A single globe of lightning, vapor, and hail swirled over the city. It howled with wild energy, waiting. Waiting to strike. It felt like looking down the length of an executioner’s scithar, cold and unfeeling. An emotionless thing ready to reap another life.

“Ancestors save us,” Kerban whispered, feeling the energy ramp up. Solid light pierced through the globe. Visible mana at extreme densities.

It speared out in all directions and the storm roared with a final strike of lightning that came down and—

The lightning fizzled out mid-strike. The energy dissipated.
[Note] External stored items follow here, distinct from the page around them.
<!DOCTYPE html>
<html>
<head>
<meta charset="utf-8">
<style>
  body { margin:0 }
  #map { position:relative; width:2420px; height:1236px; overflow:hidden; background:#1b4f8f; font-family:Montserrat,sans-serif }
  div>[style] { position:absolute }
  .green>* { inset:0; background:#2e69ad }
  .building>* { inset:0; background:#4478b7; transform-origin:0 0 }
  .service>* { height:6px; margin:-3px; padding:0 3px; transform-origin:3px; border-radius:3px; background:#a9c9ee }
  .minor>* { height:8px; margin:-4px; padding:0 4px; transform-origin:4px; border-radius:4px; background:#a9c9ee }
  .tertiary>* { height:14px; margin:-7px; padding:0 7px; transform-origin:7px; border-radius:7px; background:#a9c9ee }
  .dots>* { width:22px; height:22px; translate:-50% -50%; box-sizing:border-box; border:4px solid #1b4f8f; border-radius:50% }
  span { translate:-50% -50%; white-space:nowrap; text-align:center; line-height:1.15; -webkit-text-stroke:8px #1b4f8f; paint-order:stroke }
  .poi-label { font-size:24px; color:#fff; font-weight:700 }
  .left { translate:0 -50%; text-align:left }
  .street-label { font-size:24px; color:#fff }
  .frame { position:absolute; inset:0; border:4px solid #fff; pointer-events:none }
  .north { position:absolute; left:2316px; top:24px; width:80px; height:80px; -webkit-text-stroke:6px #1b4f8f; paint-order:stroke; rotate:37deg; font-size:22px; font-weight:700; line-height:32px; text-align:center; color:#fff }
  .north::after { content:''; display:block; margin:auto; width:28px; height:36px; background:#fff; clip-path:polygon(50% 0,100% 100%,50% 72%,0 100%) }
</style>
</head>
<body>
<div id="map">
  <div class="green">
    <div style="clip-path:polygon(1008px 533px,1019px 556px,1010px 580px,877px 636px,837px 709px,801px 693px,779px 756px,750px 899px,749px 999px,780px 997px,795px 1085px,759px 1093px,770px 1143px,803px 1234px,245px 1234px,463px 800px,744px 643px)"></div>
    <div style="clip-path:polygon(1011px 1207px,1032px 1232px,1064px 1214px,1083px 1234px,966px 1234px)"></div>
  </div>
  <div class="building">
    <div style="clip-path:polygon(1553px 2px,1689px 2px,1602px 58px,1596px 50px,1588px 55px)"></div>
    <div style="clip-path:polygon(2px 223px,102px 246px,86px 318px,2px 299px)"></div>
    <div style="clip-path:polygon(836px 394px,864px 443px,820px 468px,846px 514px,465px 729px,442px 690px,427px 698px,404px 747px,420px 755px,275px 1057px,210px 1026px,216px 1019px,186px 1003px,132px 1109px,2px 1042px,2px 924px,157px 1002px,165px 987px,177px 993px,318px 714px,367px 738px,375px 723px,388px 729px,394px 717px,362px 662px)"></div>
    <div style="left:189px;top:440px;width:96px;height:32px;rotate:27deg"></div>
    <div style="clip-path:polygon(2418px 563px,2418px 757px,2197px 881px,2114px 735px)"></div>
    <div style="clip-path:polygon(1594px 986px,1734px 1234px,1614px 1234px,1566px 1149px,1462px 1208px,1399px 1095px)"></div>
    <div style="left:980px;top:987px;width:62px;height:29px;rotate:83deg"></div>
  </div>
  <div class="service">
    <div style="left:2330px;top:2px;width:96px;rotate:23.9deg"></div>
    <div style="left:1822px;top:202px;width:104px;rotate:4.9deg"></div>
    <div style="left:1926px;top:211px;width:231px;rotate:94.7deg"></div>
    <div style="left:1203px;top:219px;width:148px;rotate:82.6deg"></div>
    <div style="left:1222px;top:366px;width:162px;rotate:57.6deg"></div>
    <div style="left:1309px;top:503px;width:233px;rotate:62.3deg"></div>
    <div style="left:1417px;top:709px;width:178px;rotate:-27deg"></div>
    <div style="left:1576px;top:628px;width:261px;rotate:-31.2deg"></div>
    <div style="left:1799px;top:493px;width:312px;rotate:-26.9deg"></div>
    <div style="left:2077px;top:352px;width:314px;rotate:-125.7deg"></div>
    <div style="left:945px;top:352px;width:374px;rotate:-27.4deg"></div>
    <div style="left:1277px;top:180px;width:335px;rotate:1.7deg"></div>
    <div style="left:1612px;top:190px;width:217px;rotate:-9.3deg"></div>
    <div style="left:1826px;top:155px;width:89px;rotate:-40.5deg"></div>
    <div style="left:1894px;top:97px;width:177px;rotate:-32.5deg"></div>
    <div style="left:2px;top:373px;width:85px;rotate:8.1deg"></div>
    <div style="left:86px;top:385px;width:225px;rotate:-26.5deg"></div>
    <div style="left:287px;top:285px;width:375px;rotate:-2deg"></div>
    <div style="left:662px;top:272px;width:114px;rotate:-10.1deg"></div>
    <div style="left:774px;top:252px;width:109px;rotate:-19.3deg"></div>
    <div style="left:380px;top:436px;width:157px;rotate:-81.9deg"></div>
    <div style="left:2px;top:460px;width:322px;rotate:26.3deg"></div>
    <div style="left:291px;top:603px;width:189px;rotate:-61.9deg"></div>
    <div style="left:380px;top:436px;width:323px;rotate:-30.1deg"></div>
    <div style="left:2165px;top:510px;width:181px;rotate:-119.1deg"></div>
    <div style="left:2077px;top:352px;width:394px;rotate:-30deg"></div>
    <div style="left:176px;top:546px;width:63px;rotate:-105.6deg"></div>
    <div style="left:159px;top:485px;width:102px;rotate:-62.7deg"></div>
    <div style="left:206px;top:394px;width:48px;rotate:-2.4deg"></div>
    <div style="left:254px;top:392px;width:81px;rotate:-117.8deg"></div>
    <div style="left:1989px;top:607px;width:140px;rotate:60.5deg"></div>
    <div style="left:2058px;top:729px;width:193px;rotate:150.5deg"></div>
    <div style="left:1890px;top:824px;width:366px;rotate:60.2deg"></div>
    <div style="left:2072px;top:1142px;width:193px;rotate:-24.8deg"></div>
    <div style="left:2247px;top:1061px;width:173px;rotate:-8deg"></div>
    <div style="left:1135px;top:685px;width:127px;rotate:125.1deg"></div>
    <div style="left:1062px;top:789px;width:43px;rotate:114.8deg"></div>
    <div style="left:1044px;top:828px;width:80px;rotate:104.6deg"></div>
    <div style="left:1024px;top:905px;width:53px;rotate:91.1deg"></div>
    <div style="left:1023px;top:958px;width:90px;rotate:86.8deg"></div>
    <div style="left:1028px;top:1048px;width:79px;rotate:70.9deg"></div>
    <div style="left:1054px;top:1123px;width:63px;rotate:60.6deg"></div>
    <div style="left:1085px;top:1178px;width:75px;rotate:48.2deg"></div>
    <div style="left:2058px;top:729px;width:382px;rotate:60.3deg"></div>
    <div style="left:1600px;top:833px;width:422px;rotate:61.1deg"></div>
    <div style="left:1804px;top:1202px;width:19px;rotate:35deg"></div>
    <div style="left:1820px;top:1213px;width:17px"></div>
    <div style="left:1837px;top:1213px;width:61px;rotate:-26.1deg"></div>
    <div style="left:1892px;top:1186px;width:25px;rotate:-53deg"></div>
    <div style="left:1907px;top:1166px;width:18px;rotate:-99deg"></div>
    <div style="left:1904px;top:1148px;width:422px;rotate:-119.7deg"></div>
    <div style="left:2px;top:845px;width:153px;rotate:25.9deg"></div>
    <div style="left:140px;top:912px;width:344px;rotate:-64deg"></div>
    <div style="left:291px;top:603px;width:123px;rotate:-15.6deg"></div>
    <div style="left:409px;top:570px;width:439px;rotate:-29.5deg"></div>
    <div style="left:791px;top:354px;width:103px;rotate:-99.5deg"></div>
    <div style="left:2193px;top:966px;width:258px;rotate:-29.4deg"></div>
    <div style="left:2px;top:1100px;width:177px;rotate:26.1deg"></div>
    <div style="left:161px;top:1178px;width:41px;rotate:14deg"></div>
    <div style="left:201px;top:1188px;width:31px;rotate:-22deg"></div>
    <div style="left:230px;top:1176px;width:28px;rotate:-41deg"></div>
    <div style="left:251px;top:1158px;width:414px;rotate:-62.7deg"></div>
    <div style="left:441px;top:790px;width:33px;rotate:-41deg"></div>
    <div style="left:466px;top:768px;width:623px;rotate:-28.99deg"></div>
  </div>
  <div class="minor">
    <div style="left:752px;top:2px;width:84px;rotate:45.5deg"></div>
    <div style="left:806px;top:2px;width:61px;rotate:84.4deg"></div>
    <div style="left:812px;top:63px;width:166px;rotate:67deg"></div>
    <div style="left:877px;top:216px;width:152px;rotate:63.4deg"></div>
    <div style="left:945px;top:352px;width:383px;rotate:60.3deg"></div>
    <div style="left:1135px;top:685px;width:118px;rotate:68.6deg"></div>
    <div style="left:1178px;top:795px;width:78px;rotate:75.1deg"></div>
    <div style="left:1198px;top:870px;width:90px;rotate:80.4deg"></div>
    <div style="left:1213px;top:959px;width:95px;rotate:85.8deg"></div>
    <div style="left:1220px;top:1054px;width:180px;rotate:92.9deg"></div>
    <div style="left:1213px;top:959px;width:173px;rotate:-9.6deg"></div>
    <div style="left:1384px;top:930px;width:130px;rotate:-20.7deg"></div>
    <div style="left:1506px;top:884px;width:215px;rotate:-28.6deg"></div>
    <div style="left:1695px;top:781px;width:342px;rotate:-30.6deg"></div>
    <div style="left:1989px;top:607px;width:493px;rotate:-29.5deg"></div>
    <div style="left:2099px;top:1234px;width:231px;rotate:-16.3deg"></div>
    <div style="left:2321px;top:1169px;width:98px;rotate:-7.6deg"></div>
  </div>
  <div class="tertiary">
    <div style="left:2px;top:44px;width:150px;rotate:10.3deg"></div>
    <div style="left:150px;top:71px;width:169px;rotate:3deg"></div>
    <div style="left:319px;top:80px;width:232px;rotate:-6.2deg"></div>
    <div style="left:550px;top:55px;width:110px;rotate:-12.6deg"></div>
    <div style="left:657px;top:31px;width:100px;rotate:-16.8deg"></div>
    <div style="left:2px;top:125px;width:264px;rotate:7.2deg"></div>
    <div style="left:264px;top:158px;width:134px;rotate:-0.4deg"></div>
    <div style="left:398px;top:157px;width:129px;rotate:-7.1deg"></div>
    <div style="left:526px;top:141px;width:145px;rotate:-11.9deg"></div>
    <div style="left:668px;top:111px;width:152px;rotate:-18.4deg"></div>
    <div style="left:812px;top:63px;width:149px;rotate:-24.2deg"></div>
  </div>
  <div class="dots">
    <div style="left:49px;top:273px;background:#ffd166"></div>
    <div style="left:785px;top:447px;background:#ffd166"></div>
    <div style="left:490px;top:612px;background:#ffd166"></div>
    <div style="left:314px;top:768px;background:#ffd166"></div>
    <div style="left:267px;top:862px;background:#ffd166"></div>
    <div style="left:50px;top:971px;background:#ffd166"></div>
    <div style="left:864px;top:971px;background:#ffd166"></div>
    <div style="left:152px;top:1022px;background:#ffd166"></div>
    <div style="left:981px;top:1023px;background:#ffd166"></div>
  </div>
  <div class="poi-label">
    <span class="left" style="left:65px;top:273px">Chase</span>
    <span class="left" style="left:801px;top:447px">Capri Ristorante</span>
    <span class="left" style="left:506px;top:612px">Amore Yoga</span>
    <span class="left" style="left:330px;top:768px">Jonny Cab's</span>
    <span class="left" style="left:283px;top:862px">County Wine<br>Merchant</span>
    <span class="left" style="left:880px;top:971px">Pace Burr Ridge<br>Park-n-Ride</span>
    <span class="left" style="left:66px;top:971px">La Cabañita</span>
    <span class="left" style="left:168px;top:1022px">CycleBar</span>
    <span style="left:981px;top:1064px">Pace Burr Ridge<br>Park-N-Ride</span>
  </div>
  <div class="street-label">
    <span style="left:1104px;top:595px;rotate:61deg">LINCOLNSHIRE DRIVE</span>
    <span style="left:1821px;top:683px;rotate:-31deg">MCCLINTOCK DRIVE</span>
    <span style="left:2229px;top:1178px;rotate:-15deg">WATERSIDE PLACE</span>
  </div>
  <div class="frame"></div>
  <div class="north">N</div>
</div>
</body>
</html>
The storm stilled.

Felzan watched in silence.

The entire city looked up as the globe of churning clouds compressed further, quietly receding into itself. It compressed into a tiny, tiny ball, and it revealed what dwelled within the cocoon of storms.

It was a man. Or the silhouette of one. The shadow of a shadow, standing pale like a mirage in the sky. The figure was blurred around the edges—almost immaterial. He was faceless, blank. It was as if he was a fragment of something that mattered, existing only by the barest of embers.

And yet, in that moment, that ember caught the eyes of all that existed in Felzan. He held something bright in his hands. Something beautiful. The indescribable shape of clouds and thunder and rain.

Up above, the Pale Man stood in silence, and in his hands, he held a storm.

He took a step forward. One. Then, just like that, he vanished—

And the unending rains stopped falling over Felzan.